EXERCISE: The lines to be copied run from the one containing "const sky = context.createLinearGradient(0, 0, 0, 552);" to the end of the material below; reproduce them exactly, including both ends, and nothing more.

EXERCISE DATA:
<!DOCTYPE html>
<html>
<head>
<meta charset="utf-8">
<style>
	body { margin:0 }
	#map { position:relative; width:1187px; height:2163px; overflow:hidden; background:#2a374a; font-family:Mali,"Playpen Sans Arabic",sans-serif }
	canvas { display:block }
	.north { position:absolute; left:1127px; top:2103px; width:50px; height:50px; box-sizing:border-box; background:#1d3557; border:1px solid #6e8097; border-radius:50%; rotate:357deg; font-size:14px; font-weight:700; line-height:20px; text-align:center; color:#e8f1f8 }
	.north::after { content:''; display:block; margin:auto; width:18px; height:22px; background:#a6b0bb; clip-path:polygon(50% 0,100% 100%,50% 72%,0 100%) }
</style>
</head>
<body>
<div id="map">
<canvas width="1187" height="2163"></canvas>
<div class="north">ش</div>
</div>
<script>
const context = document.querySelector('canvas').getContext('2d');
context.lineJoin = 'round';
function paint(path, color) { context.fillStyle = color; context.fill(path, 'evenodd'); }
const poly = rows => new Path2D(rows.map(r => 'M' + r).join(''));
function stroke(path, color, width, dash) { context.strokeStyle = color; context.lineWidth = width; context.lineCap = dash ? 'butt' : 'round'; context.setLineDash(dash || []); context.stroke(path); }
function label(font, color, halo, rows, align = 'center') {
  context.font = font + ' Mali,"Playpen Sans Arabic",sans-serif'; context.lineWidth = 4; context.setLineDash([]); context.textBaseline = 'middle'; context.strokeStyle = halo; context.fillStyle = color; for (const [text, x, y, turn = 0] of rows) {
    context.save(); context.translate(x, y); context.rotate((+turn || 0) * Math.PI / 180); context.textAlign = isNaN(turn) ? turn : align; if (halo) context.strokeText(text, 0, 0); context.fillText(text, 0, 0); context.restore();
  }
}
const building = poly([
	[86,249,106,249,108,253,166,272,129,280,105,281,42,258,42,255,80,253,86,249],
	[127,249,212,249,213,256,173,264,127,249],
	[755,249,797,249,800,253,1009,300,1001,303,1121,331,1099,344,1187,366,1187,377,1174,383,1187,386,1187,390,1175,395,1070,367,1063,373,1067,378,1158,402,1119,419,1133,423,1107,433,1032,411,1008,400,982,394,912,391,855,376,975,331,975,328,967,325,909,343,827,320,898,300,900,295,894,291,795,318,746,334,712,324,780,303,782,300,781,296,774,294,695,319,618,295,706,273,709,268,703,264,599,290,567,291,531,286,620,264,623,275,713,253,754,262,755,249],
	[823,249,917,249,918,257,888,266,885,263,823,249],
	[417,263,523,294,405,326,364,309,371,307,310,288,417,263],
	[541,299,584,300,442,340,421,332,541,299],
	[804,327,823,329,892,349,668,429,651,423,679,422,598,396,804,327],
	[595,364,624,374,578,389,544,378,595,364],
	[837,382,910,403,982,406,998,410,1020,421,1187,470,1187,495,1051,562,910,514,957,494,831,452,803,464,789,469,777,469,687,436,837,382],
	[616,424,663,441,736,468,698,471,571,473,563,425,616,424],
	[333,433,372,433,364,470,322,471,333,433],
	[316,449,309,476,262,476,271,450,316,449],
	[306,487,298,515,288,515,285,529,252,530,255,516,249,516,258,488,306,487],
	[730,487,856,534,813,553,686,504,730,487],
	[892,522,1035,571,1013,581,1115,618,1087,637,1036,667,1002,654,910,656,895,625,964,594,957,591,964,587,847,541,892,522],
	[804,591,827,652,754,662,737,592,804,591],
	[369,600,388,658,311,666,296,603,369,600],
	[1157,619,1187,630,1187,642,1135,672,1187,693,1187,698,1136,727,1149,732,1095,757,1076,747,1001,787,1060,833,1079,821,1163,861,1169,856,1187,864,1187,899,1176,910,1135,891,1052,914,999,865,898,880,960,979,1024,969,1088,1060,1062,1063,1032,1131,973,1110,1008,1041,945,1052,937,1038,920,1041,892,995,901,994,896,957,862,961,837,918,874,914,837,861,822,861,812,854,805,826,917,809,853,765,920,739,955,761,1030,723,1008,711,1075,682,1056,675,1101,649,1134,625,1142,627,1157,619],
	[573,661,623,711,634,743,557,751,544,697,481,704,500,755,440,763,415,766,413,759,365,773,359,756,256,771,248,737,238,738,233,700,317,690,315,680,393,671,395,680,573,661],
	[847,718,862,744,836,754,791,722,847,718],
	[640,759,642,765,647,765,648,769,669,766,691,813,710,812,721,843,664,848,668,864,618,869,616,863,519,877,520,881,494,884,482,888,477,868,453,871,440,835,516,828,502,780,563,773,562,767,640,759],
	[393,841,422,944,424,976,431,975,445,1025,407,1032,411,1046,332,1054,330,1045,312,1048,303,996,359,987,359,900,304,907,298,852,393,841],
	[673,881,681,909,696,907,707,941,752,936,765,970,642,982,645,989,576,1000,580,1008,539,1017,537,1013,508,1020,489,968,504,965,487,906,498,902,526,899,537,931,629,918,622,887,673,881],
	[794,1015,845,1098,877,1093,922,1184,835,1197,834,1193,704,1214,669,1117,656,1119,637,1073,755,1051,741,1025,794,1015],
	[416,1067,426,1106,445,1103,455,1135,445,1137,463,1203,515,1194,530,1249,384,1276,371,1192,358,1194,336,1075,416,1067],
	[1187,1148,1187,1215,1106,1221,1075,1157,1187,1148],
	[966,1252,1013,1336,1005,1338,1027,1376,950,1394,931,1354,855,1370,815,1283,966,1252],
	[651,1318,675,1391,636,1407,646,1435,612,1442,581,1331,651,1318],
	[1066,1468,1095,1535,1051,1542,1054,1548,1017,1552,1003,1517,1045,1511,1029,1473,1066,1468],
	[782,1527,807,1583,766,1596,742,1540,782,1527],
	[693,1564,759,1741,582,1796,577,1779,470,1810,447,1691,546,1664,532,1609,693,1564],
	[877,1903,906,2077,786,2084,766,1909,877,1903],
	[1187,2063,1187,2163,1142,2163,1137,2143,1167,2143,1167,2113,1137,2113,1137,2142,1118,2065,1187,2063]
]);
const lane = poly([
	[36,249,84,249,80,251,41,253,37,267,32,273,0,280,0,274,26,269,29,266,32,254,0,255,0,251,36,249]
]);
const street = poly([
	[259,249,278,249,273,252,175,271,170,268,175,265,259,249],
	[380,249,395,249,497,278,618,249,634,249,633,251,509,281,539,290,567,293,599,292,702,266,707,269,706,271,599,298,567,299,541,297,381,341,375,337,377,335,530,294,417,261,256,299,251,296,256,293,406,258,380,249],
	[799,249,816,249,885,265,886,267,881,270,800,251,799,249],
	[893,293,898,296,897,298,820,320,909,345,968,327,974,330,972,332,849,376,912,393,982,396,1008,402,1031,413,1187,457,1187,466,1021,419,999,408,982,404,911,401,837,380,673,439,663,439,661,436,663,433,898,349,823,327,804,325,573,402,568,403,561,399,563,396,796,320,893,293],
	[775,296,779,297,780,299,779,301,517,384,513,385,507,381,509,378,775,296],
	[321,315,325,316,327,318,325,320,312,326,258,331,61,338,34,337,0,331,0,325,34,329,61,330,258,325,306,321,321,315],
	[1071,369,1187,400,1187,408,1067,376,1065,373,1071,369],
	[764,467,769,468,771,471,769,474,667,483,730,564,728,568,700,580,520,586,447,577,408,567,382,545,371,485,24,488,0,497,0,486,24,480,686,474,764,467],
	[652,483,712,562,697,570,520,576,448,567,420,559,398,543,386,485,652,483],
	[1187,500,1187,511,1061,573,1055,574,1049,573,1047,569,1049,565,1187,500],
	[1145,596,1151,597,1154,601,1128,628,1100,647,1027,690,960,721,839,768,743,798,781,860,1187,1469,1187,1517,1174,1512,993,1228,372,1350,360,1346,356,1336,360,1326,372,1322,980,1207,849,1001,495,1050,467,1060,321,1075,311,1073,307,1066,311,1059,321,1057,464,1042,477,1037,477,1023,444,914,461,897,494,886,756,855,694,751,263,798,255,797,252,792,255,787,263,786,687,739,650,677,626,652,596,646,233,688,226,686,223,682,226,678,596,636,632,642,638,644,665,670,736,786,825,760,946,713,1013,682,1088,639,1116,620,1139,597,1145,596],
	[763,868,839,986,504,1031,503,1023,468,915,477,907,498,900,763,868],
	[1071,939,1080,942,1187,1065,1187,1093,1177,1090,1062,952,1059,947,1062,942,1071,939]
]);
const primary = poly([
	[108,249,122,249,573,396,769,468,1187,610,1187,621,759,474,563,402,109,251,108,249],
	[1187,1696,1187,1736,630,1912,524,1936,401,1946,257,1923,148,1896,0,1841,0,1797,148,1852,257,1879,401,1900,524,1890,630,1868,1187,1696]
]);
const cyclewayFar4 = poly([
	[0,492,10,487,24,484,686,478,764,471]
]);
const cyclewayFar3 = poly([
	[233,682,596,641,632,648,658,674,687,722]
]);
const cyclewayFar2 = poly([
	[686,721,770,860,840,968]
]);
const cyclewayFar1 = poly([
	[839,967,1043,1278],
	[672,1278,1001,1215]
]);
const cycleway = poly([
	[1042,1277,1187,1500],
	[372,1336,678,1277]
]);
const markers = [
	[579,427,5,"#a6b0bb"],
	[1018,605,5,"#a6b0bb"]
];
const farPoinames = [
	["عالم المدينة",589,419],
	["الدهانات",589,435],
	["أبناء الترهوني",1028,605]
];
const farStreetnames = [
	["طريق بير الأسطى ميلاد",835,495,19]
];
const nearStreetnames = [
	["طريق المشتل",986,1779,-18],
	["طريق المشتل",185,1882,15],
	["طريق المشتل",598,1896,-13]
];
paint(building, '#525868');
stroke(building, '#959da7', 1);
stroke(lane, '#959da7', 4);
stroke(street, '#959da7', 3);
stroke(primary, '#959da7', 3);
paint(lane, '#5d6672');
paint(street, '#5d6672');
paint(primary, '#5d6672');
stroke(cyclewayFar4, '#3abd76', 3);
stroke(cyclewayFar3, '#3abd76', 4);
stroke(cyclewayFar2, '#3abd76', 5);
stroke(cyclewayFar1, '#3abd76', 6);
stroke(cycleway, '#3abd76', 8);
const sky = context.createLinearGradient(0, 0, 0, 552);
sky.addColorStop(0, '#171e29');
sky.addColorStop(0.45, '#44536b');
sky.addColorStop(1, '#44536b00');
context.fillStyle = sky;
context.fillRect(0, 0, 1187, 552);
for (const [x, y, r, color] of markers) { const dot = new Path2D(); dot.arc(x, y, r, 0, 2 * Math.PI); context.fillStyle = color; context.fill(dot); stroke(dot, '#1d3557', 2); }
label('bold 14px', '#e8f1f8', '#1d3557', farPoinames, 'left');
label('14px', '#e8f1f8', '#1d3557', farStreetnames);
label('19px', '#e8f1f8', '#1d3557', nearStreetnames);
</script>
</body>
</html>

RESULT:
const sky = context.createLinearGradient(0, 0, 0, 552);
sky.addColorStop(0, '#171e29');
sky.addColorStop(0.45, '#44536b');
sky.addColorStop(1, '#44536b00');
context.fillStyle = sky;
context.fillRect(0, 0, 1187, 552);
for (const [x, y, r, color] of markers) { const dot = new Path2D(); dot.arc(x, y, r, 0, 2 * Math.PI); context.fillStyle = color; context.fill(dot); stroke(dot, '#1d3557', 2); }
label('bold 14px', '#e8f1f8', '#1d3557', farPoinames, 'left');
label('14px', '#e8f1f8', '#1d3557', farStreetnames);
label('19px', '#e8f1f8', '#1d3557', nearStreetnames);
</script>
</body>
</html>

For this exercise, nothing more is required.